## Your task
Copy out each line containing "filter" from the entries below.

## Provided entries
━━━━━━
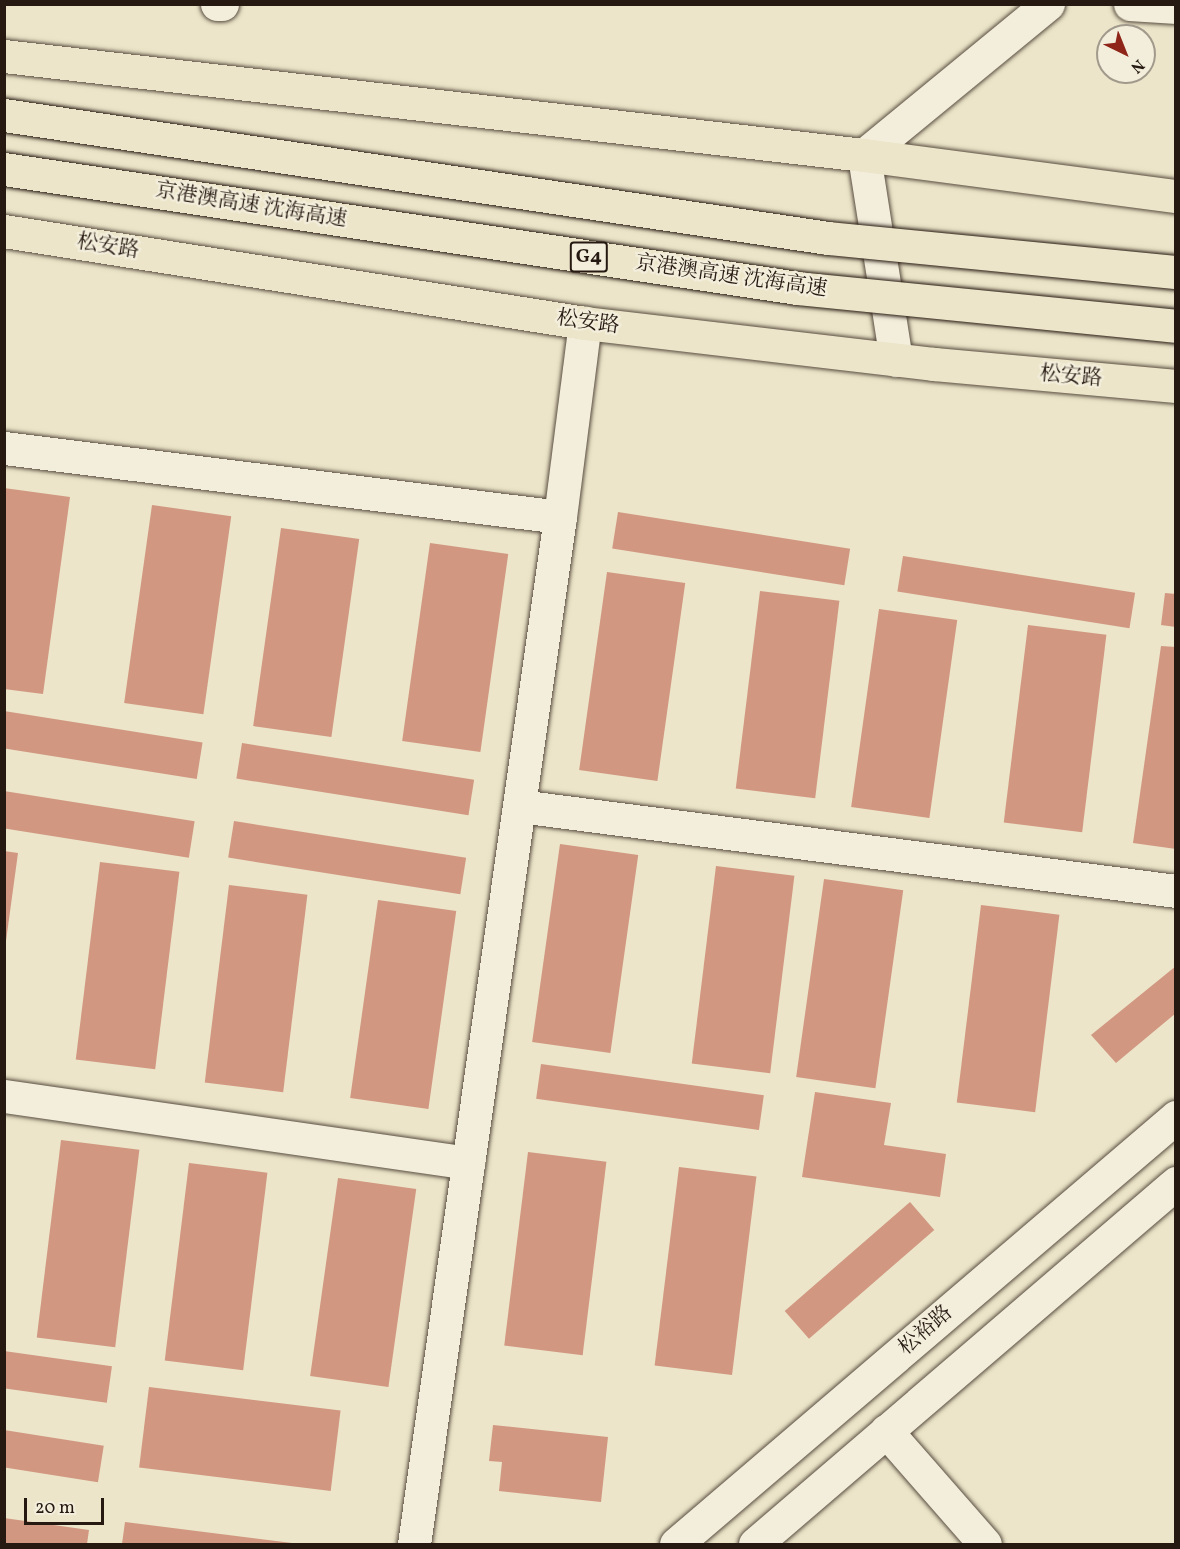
<!DOCTYPE html>
<meta charset="utf-8">
<style>
body{margin:0}
#map{position:relative;width:1180px;height:1549px;overflow:hidden;background:#ece5c9;font-family:Vollkorn,"Noto Serif SC",serif}
div>[style]{position:absolute}
.building>*{inset:0;background:#d19781;transform-origin:0 0}
.roads{filter:drop-shadow(0 0 2px #584c3f) drop-shadow(0 0 2px #584c3f)}
.minor>*{height:33px;margin:-16.5px;padding:0 16.5px;transform-origin:16.5px;border-radius:16.5px;background:#f3eedc}
.major>*{height:33px;margin:-16.5px;padding:0 16.5px;transform-origin:16.5px;border-radius:16.5px;background:#ece5c9}
.bridges{filter:drop-shadow(0 0 2px #261911) drop-shadow(0 0 2px #261911)}
.highway-bridge>*{height:33px;margin:-16.5px;padding:0 16.5px;transform-origin:16.5px;border-radius:16.5px;background:#ece5c9}
span{translate:-50% -50%;white-space:nowrap;text-align:center;line-height:1.15;-webkit-text-stroke:4.5px #f3eedc;paint-order:stroke}
.shield-label span{padding:2px 4px;background:#f3eedc;border:2px solid;border-radius:4px;-webkit-text-stroke-width:0}
.shield-label{font-size:20px;color:#261911;font-weight:700}
.street-label{font-size:21px;color:#261911}
.frame{position:absolute;inset:0;border:6px solid #261911;pointer-events:none}
.north{position:absolute;left:1096px;top:24px;width:60px;height:60px;box-sizing:border-box;background:#f3eedc;border:2px solid #a1998b;border-radius:50%;rotate:137deg;font-size:16px;font-weight:700;line-height:24px;text-align:center;color:#261911}
.north::after{content:'';display:block;margin:auto;width:21px;height:27px;background:#8f2418;clip-path:polygon(50% 0,100% 100%,50% 72%,0 100%)}
.scale{position:absolute;left:24px;top:1498px;width:80px;height:27px;box-sizing:border-box;border:3px solid #261911;border-top:0;padding-left:8px;font-size:18px;line-height:21px;white-space:nowrap;color:#261911;-webkit-text-stroke:4px #f3eedc;paint-order:stroke}
</style>
<div id="map">
<div class="building">
<div style="clip-path:polygon(4px 488px,70px 497px,43px 694px,4px 689px)"></div>
<div style="left:152px;top:505px;width:80px;height:200px;rotate:8deg"></div>
<div style="left:618px;top:512px;width:235px;height:37px;rotate:9deg"></div>
<div style="left:281px;top:528px;width:79px;height:200px;rotate:8deg"></div>
<div style="left:430px;top:543px;width:79px;height:200px;rotate:8deg"></div>
<div style="left:903px;top:556px;width:235px;height:36px;rotate:9deg"></div>
<div style="left:607px;top:572px;width:79px;height:200px;rotate:8deg"></div>
<div style="left:760px;top:591px;width:80px;height:199px;rotate:7deg"></div>
<div style="clip-path:polygon(1165px 593px,1176px 594px,1176px 627px,1161px 625px)"></div>
<div style="left:879px;top:609px;width:79px;height:200px;rotate:8deg"></div>
<div style="left:1028px;top:625px;width:79px;height:199px;rotate:7deg"></div>
<div style="clip-path:polygon(1161px 646px,1176px 647px,1176px 849px,1133px 843px)"></div>
<div style="left:4px;top:711px;width:201px;height:37px;rotate:9deg"></div>
<div style="left:242px;top:743px;width:235px;height:36px;rotate:9deg"></div>
<div style="left:4px;top:791px;width:193px;height:37px;rotate:9deg"></div>
<div style="left:234px;top:821px;width:235px;height:37px;rotate:9deg"></div>
<div style="left:560px;top:844px;width:79px;height:200px;rotate:8deg"></div>
<div style="clip-path:polygon(4px 851px,18px 853px,6px 941px,4px 941px)"></div>
<div style="left:100px;top:862px;width:80px;height:199px;rotate:7deg"></div>
<div style="left:716px;top:866px;width:79px;height:199px;rotate:7deg"></div>
<div style="left:824px;top:879px;width:80px;height:200px;rotate:8deg"></div>
<div style="left:229px;top:885px;width:79px;height:199px;rotate:7deg"></div>
<div style="left:378px;top:900px;width:79px;height:200px;rotate:8deg"></div>
<div style="left:981px;top:905px;width:79px;height:199px;rotate:7deg"></div>
<div style="clip-path:polygon(1176px 966px,1176px 1013px,1116px 1063px,1091px 1035px)"></div>
<div style="left:541px;top:1064px;width:225px;height:35px;rotate:8deg"></div>
<div style="clip-path:polygon(815px 1092px,891px 1103px,884px 1145px,946px 1154px,940px 1197px,802px 1177px)"></div>
<div style="left:61px;top:1140px;width:79px;height:199px;rotate:7deg"></div>
<div style="left:528px;top:1152px;width:79px;height:195px;rotate:7deg"></div>
<div style="left:189px;top:1163px;width:79px;height:199px;rotate:7deg"></div>
<div style="left:679px;top:1167px;width:78px;height:200px;rotate:7deg"></div>
<div style="left:338px;top:1178px;width:79px;height:200px;rotate:8deg"></div>
<div style="left:910px;top:1202px;width:37px;height:166px;rotate:49deg"></div>
<div style="left:4px;top:1351px;width:109px;height:37px;rotate:8deg"></div>
<div style="left:149px;top:1387px;width:193px;height:81px;rotate:7deg"></div>
<div style="clip-path:polygon(493px 1425px,608px 1437px,601px 1502px,499px 1491px,502px 1462px,489px 1461px)"></div>
<div style="left:4px;top:1430px;width:101px;height:37px;rotate:9deg"></div>
<div style="clip-path:polygon(4px 1518px,89px 1530px,87px 1544px,4px 1544px)"></div>
<div style="clip-path:polygon(125px 1522px,292px 1543px,292px 1544px,122px 1544px)"></div>
</div>
<div class="roads">
<div class="minor">
<div style="left:217px;top:4px;width:5px"></div>
<div style="left:1130px;top:4px;width:46px;rotate:3.7deg"></div>
<div style="left:896px;top:360px;width:207px;rotate:-98.9deg"></div>
<div style="left:864px;top:155px;width:238px;rotate:-39.4deg"></div>
<div style="left:4px;top:448px;width:560px;rotate:7.07deg"></div>
<div style="left:519px;top:806px;width:662px;rotate:7.37deg"></div>
<div style="left:4px;top:1096px;width:469px;rotate:8.2deg"></div>
<div style="left:886px;top:1431px;width:150px;rotate:48.8deg"></div>
<div style="left:414px;top:1544px;width:1037px;rotate:-81.91deg"></div>
<div style="left:560px;top:517px;width:196px;rotate:-82.7deg"></div>
<div style="left:676px;top:1544px;width:658px;rotate:-40.5deg"></div>
<div style="left:755px;top:1544px;width:555px;rotate:-40.61deg"></div>
</div>
<div class="major">
<div style="left:4px;top:56px;width:866px;rotate:6.57deg"></div>
<div style="left:864px;top:155px;width:315px;rotate:7.5deg"></div>
<div style="left:4px;top:231px;width:588px;rotate:9deg"></div>
<div style="left:585px;top:323px;width:351px;rotate:6.7deg"></div>
<div style="left:934px;top:364px;width:243px;rotate:5.2deg"></div>
</div>
</div>
<div class="bridges">
<div class="highway-bridge">
<div style="left:4px;top:115px;width:833px;rotate:8.49deg"></div>
<div style="left:828px;top:238px;width:350px;rotate:5.6deg"></div>
<div style="left:4px;top:169px;width:802px;rotate:8.53deg"></div>
<div style="left:797px;top:288px;width:381px;rotate:5.7deg"></div>
</div>
</div>
<div class="shield-label">
<span style="left:589px;top:257px">G4</span>
</div>
<div class="street-label">
<span style="left:251px;top:206px;rotate:9deg">京港澳高速 沈海高速</span>
<span style="left:108px;top:247px;rotate:9deg">松安路</span>
<span style="left:731px;top:277px;rotate:8deg">京港澳高速 沈海高速</span>
<span style="left:588px;top:323px;rotate:8deg">松安路</span>
<span style="left:1071px;top:377px;rotate:5deg">松安路</span>
<span style="left:926px;top:1331px;rotate:-41deg">松裕路</span>
</div>
<div class="frame"></div>
<div class="north">N</div>
<div class="scale">20 m</div>
</div>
━━━━━━
## Solved problem
.roads{filter:drop-shadow(0 0 2px #584c3f) drop-shadow(0 0 2px #584c3f)}
.bridges{filter:drop-shadow(0 0 2px #261911) drop-shadow(0 0 2px #261911)}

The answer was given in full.